**Work item:** The entries below contain a line with "context.lineWidth = 3.5;" and a line with "context.rotate((+turn || 0)". Quote exactly those two lines and all lines between them.

**Provided entries:**
****************************************
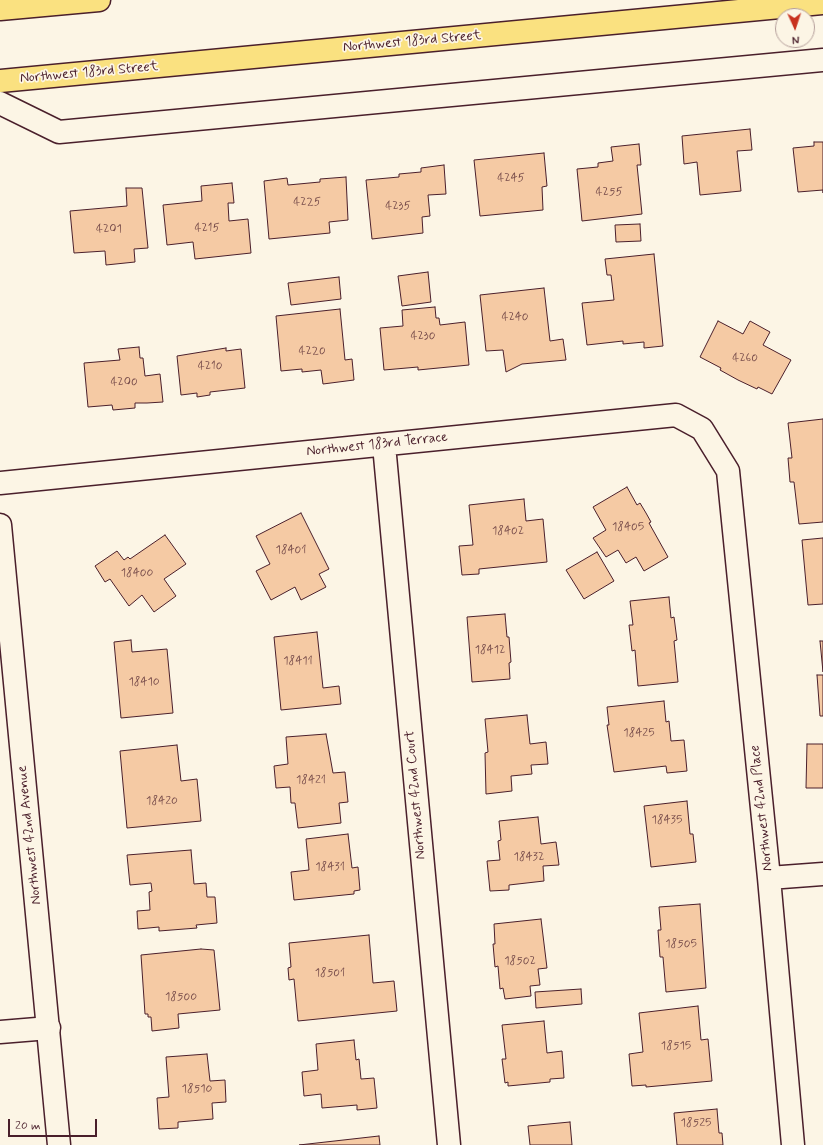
<!DOCTYPE html>
<style>
body{margin:0}
#map{position:relative;width:823px;height:1145px;overflow:hidden;background:#fcf5e5;font-family:Mynerve,sans-serif}
canvas{display:block}
.north{position:absolute;left:775px;top:8px;width:40px;height:40px;box-sizing:border-box;background:#fcf5e5;border:1px solid #b59f9b;border-radius:50%;rotate:177deg;font-size:11px;font-weight:700;line-height:16px;text-align:center;color:#4a1f2b}
.north::after{content:'';display:block;margin:auto;width:14px;height:18px;background:#c8321e;clip-path:polygon(50% 0,100% 100%,50% 72%,0 100%)}
.scale{position:absolute;left:8px;top:1119px;width:89px;height:18px;box-sizing:border-box;border:2px solid #4a1f2b;border-top:0;padding-left:5px;font-size:12px;line-height:14px;white-space:nowrap;color:#4a1f2b;-webkit-text-stroke:3px #fcf5e5;paint-order:stroke}
</style>
<div id="map">
<canvas width="823" height="1145"></canvas>
<div class="north">N</div>
<div class="scale">20 m</div>
</div>
<script>
const context = document.querySelector('canvas').getContext('2d');
context.lineJoin = 'round';
function fill(path, color) {
  context.fillStyle = color;
  context.fill(path, 'evenodd');
}
function toPath(rows) {
  const path = new Path2D();
  for (const r of rows) {
    path.moveTo(r[0], r[1]);
    for (let i = 2; i < r.length; i += 2) path.lineTo(r[i], r[i + 1]);
  }
  return path;
}
function strokePath(path, color, width, dash) {
  context.strokeStyle = color;
  context.lineWidth = width;
  context.lineCap = dash ? 'butt' : 'round';
  context.setLineDash(dash || []);
  context.stroke(path);
}
function label(font, color, halo, rows, align = 'center') {
  context.font = font + ' Mynerve,sans-serif';
  context.lineWidth = 3.5;
  context.setLineDash([]);
  context.textBaseline = 'middle';
  context.strokeStyle = halo;
  context.fillStyle = color;
  for (const [text, x, y, turn = 0] of rows) {
    context.save();
    context.translate(x, y);
    context.rotate((+turn || 0) * Math.PI / 180);
    context.textAlign = isNaN(turn) ? turn : align;
    if (halo) context.strokeText(text, 0, 0);
    context.fillText(text, 0, 0);
    context.restore();
  }
}
const building = toPath([
 [750,129,752,150,737,151,741,191,700,195,697,162,684,164,682,136,750,129],
 [814,142,823,142,823,193,823,190,798,192,793,148,814,146,814,142],
 [639,144,641,165,637,165,642,214,582,221,577,169,598,167,598,163,613,161,611,147,639,144],
 [544,153,547,186,542,187,543,210,480,216,474,160,544,153],
 [444,165,446,194,428,195,430,216,422,217,423,233,372,239,366,180,399,177,399,174,421,172,421,168,444,165],
 [346,177,348,220,329,222,330,233,269,239,264,181,287,178,288,185,320,182,320,179,346,177],
 [232,183,234,203,228,203,229,221,248,219,251,253,195,259,193,242,167,245,163,205,202,201,201,186,232,183],
 [126,188,142,188,148,248,134,249,135,262,106,265,105,251,74,253,70,211,127,206,126,188],
 [640,224,641,241,616,242,615,225,640,224],
 [654,254,663,346,644,348,644,342,623,344,623,341,587,345,582,303,614,300,611,275,607,275,605,259,654,254],
 [428,272,431,302,402,306,398,276,428,272],
 [339,277,341,299,291,305,288,283,339,277],
 [544,288,550,341,563,339,566,360,522,364,506,372,503,350,486,351,480,295,544,288],
 [435,307,436,318,439,318,440,325,465,322,469,365,418,370,418,367,384,370,380,328,403,326,402,310,435,307],
 [340,309,345,360,352,359,354,380,323,384,321,370,302,372,302,369,281,371,276,316,340,309],
 [718,321,743,334,750,321,770,332,763,345,791,360,772,394,758,387,757,389,738,380,720,370,721,368,700,357,718,321],
 [139,347,140,358,143,358,145,376,160,374,163,402,147,403,135,403,135,408,113,410,112,405,88,407,84,363,120,360,118,349,139,347],
 [226,348,226,351,241,349,245,388,210,392,210,395,197,397,197,393,181,395,177,356,226,348],
 [823,419,823,522,799,524,794,482,790,482,788,458,792,458,788,423,823,419],
 [627,487,637,505,640,503,646,513,651,522,649,523,668,557,644,571,636,557,626,563,618,550,606,557,593,538,606,530,593,507,627,487],
 [524,499,526,521,543,519,547,562,479,569,479,574,462,575,459,546,473,545,469,505,524,499],
 [301,513,329,569,319,574,326,587,301,600,295,587,271,600,256,571,270,564,256,536,301,513],
 [165,535,186,564,164,579,176,596,154,612,142,595,129,606,110,579,105,582,95,566,117,551,124,560,128,557,130,559,165,535],
 [823,538,823,604,808,605,802,540,823,538],
 [597,552,614,581,584,599,566,570,597,552],
 [669,597,671,618,674,617,677,640,674,641,678,682,638,686,635,650,632,651,629,625,633,625,630,601,669,597],
 [505,614,507,637,509,637,511,662,509,663,510,679,472,682,467,617,505,614],
 [317,632,323,688,339,686,341,704,281,710,274,637,317,632],
 [131,640,132,652,167,649,173,713,121,718,114,642,131,640],
 [820,641,823,641,823,672,820,641],
 [817,675,823,675,823,716,820,716,817,675],
 [664,701,666,722,669,721,671,741,684,740,687,771,667,773,666,766,614,772,607,725,609,725,607,707,664,701],
 [527,715,530,744,546,742,548,764,531,765,532,774,511,776,512,791,486,794,485,753,488,752,485,719,527,715],
 [326,734,333,773,345,772,348,802,339,803,341,823,298,828,295,803,291,803,290,787,276,788,274,766,288,764,286,737,326,734],
 [807,744,823,744,823,788,806,788,807,744],
 [177,745,181,781,197,779,201,821,127,828,120,751,177,745],
 [687,801,690,834,693,834,696,862,651,867,644,806,687,801],
 [538,817,541,844,556,842,559,865,543,866,544,881,509,885,509,890,490,891,487,861,500,860,498,841,501,840,499,821,538,817],
 [348,834,352,868,358,867,360,890,354,891,354,894,294,900,291,872,309,870,306,839,348,834],
 [191,850,194,884,206,883,207,897,215,897,217,923,196,925,197,928,159,931,159,927,138,929,137,911,150,910,149,892,152,891,151,883,130,885,127,855,191,850],
 [700,904,706,988,666,992,663,957,660,957,658,930,661,930,659,907,700,904],
 [541,919,547,968,538,969,540,985,530,986,531,996,505,999,503,988,500,989,498,966,495,967,493,944,495,944,494,924,541,919],
 [369,935,373,983,394,981,397,1011,298,1021,294,979,289,980,288,968,291,967,289,943,369,935],
 [201,949,214,950,220,1010,178,1014,179,1028,152,1031,151,1017,148,1017,148,1014,145,1014,141,955,201,949],
 [581,989,582,1004,536,1008,535,992,581,989],
 [698,1006,701,1040,708,1039,712,1081,646,1087,646,1085,632,1086,629,1054,643,1052,639,1013,698,1006],
 [544,1021,547,1053,562,1051,564,1078,550,1079,550,1082,508,1086,508,1082,505,1083,502,1059,506,1059,502,1025,544,1021],
 [354,1040,356,1060,359,1059,361,1079,374,1078,377,1108,357,1110,357,1105,322,1108,321,1094,304,1096,302,1072,318,1070,316,1044,354,1040],
 [207,1054,210,1081,225,1080,226,1102,212,1103,213,1119,178,1122,178,1128,159,1129,157,1098,169,1097,166,1057,207,1054],
 [717,1109,719,1133,722,1133,723,1145,677,1145,674,1113,717,1109],
 [570,1122,572,1145,530,1145,528,1126,570,1122],
 [379,1136,380,1145,299,1145,379,1136]
]);
fill(building, '#f5caa4');
strokePath(building, '#4a1f2b', 1);
const street = toPath([
 [0,103,59,132,823,60],
 [384,445,449,1145],
 [0,483,676,415,702,429,728,471,769,878,793,1145],
 [769,878,823,874],
 [0,1032,49,1028]
]);
const secondary = toPath([
 [0,525,59,1145]
]);
const primary = toPath([
 [0,9,99,0],
 [0,81,823,3]
]);
strokePath(street, '#4a1f2b', 25);
strokePath(secondary, '#4a1f2b', 25);
strokePath(primary, '#4a1f2b', 25);
strokePath(street, '#fcf5e5', 22);
strokePath(secondary, '#fcf5e5', 22);
strokePath(primary, '#fae180', 22);
label('12px', '#754a49', null, [
 ["4245",511,178],
 ["4255",609,192],
 ["4225",307,202],
 ["4235",398,206],
 ["4215",207,228],
 ["4201",109,229],
 ["4240",515,317],
 ["4230",423,336],
 ["4220",312,351],
 ["4260",745,358],
 ["4210",210,366],
 ["4200",124,382],
 ["18405",628,527],
 ["18402",508,531],
 ["18401",291,550],
 ["18400",137,573],
 ["18412",490,650],
 ["18411",298,661],
 ["18410",144,682],
 ["18425",639,733],
 ["18421",311,780],
 ["18420",162,801],
 ["18435",667,820],
 ["18432",529,857],
 ["18431",330,867],
 ["18505",681,944],
 ["18502",520,961],
 ["18501",330,973],
 ["18500",181,997],
 ["18515",676,1046],
 ["18510",197,1089],
 ["18525",696,1123]
]);
label('14px', '#4a1f2b', '#fcf5e5', [
 ["Northwest 183rd Street",412,42,-5],
 ["Northwest 183rd Street",89,73,-5],
 ["Northwest 183rd Terrace",377,445,-6],
 ["Northwest 42nd Court",416,795,-95],
 ["Northwest 42nd Place",762,808,-96],
 ["Northwest 42nd Avenue",30,835,-96]
]);
</script>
****************************************
**Completed exercise:**
  context.lineWidth = 3.5;
  context.setLineDash([]);
  context.textBaseline = 'middle';
  context.strokeStyle = halo;
  context.fillStyle = color;
  for (const [text, x, y, turn = 0] of rows) {
    context.save();
    context.translate(x, y);
    context.rotate((+turn || 0) * Math.PI / 180);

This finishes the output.